Nicolas Bricas, Cirad, Chaire UNESCO Alimentations du monde
Damien Conaré, Montpellier SupAgro, Chaire UNESCO Alimentations du monde
Le XXe siècle a marqué une rupture dans la manière dont la ville pensait jusqu’ici son alimentation. Dans le modèle préindustriel des « villes organiques », l’espace urbain est totalement façonné par l’alimentation comme en témoignent des lieux tels que le marché ou l’abattoir situés en plein cœur des villes. Les politiques hygiénistes puis les impératifs de sécurité alimentaire dans un monde urbanisé poussent petit à petit l’alimentation et la production agricole en dehors des villes, participant à la distanciation progressive des villes vis-à-vis de leur alimentation. Cette distanciation est multiforme : à la fois géographique, économique, cognitive et politique.

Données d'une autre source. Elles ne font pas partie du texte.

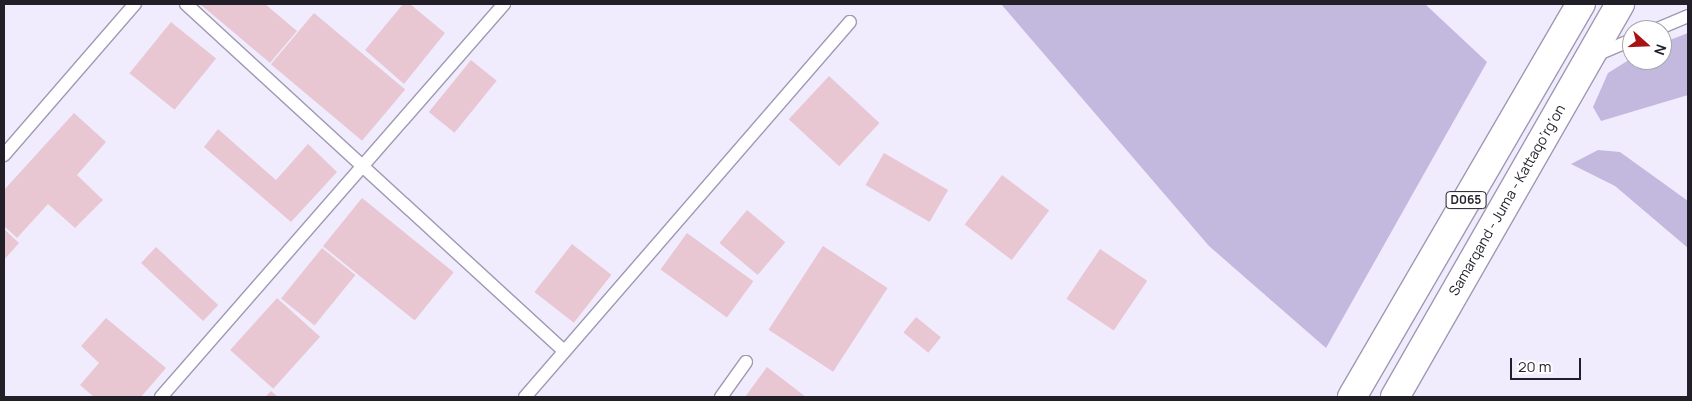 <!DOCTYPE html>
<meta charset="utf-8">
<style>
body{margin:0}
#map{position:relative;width:1692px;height:401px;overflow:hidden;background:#f1ecfd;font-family:Manrope,sans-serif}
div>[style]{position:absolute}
.green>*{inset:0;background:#c3b8de}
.building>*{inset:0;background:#e8c7d3;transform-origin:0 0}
.roads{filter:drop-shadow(1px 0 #a099b3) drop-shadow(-1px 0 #a099b3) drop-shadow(0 1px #a099b3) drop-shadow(0 -1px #a099b3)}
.service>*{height:12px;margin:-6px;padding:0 6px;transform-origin:6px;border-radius:6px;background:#fff}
.primary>*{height:28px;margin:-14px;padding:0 14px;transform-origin:14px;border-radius:14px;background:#fff}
span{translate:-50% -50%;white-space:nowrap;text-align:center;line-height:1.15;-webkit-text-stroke:4px #fff;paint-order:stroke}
.shield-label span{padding:1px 4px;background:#fff;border:1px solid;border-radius:4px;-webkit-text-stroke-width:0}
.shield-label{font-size:12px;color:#221f29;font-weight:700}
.street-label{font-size:14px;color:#221f29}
.frame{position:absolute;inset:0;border:5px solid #221f29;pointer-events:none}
.north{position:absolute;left:1622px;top:20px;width:50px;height:50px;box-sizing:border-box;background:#fff;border:1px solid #a7a5a9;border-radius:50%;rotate:110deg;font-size:14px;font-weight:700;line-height:20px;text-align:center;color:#221f29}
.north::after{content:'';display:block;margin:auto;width:18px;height:22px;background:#a81315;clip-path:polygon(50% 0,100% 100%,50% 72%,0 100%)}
.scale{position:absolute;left:1510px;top:358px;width:71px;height:22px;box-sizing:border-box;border:2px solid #221f29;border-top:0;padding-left:6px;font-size:15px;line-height:18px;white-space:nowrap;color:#221f29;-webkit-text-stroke:4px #fff;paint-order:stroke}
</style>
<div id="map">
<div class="green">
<i style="clip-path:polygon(1001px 4px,1425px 4px,1487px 62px,1326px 348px,1209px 246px)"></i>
<i style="clip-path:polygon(1688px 33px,1688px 95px,1601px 121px,1593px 107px,1608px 73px,1632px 58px,1662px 60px,1662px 43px)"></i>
<i style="clip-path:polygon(1598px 150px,1620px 152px,1688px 201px,1688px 248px,1615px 186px,1571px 164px)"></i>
</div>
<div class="building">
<i style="clip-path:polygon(200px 4px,265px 4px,297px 31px,270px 63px)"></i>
<i style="clip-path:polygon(403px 4px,410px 4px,445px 33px,404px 84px,365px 50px)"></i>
<i style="left:314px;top:13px;width:119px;height:67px;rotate:40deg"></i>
<i style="left:171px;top:22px;width:58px;height:66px;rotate:39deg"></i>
<i style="left:471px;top:60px;width:33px;height:67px;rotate:39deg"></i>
<i style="left:829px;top:76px;width:69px;height:59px;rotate:43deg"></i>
<i style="clip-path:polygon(74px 113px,106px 142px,77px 175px,103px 200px,75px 228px,48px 204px,17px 238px,4px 226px,4px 190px)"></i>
<i style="clip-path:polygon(218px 129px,276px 180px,308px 144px,337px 172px,291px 222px,204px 147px)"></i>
<i style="left:884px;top:153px;width:74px;height:37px;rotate:30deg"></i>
<i style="left:1002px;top:175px;width:59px;height:62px;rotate:37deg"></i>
<i style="left:362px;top:198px;width:118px;height:62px;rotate:39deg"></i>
<i style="left:747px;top:210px;width:50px;height:43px;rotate:40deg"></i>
<i style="clip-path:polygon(4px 229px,19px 243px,4px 260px)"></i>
<i style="left:687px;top:233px;width:82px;height:45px;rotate:36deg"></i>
<i style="left:572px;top:244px;width:50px;height:61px;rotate:38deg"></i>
<i style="left:823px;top:246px;width:77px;height:100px;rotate:33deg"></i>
<i style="left:156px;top:247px;width:85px;height:22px;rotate:43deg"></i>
<i style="left:322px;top:248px;width:43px;height:65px;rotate:39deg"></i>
<i style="left:1100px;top:249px;width:57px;height:60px;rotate:34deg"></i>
<i style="left:277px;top:298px;width:58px;height:70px;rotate:42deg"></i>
<i style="left:916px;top:317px;width:32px;height:20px;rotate:39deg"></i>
<i style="clip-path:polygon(106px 318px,166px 368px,141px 397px,94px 397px,80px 385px,99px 363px,81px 346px)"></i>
<i style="clip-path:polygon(767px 367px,806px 397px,745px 397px)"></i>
<i style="clip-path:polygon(271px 391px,278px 397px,265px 397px)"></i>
</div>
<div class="roads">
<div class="service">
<i style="left:186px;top:4px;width:513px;rotate:42.55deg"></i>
<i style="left:1655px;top:30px;width:36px;rotate:-23deg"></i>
<i style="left:1596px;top:55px;width:39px;rotate:-23deg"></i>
<i style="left:4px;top:155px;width:200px;rotate:-49.1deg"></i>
<i style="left:161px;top:397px;width:522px;rotate:-48.89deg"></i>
<i style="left:525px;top:397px;width:496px;rotate:-49.1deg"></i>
<i style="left:721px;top:397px;width:43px;rotate:-54.5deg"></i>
</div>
<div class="primary">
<i style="left:1352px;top:397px;width:455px;rotate:-59.8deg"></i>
<i style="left:1395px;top:397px;width:453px;rotate:-60.2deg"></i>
</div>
</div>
<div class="shield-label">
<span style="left:1466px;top:200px">D065</span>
</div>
<div class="street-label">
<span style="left:1507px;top:200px;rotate:-60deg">Samarqand - Juma - Kattaqo‘rg‘on</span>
</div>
<div class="frame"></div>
<div class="north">N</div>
<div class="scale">20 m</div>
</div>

Certaines villes, telles que Toronto ou Belo Horizonte, ont été pionnières de la réappropriation progressive des politiques alimentaires par les acteurs urbains. Le renouveau des politiques alimentaires urbaines dépasse largement le cadre de l’agriculture urbaine et celui de la production alimentaire. Cependant, l’agriculture urbaine a un rôle à jouer dans ce nouveau contexte. Il s’agit moins de nourrir les villes - son potentiel en termes de production reste limité - que de réintroduire la nature et l’agriculture au cœur des villes, tout en recréant du lien social. Une dimension symbolique à ne pas négliger.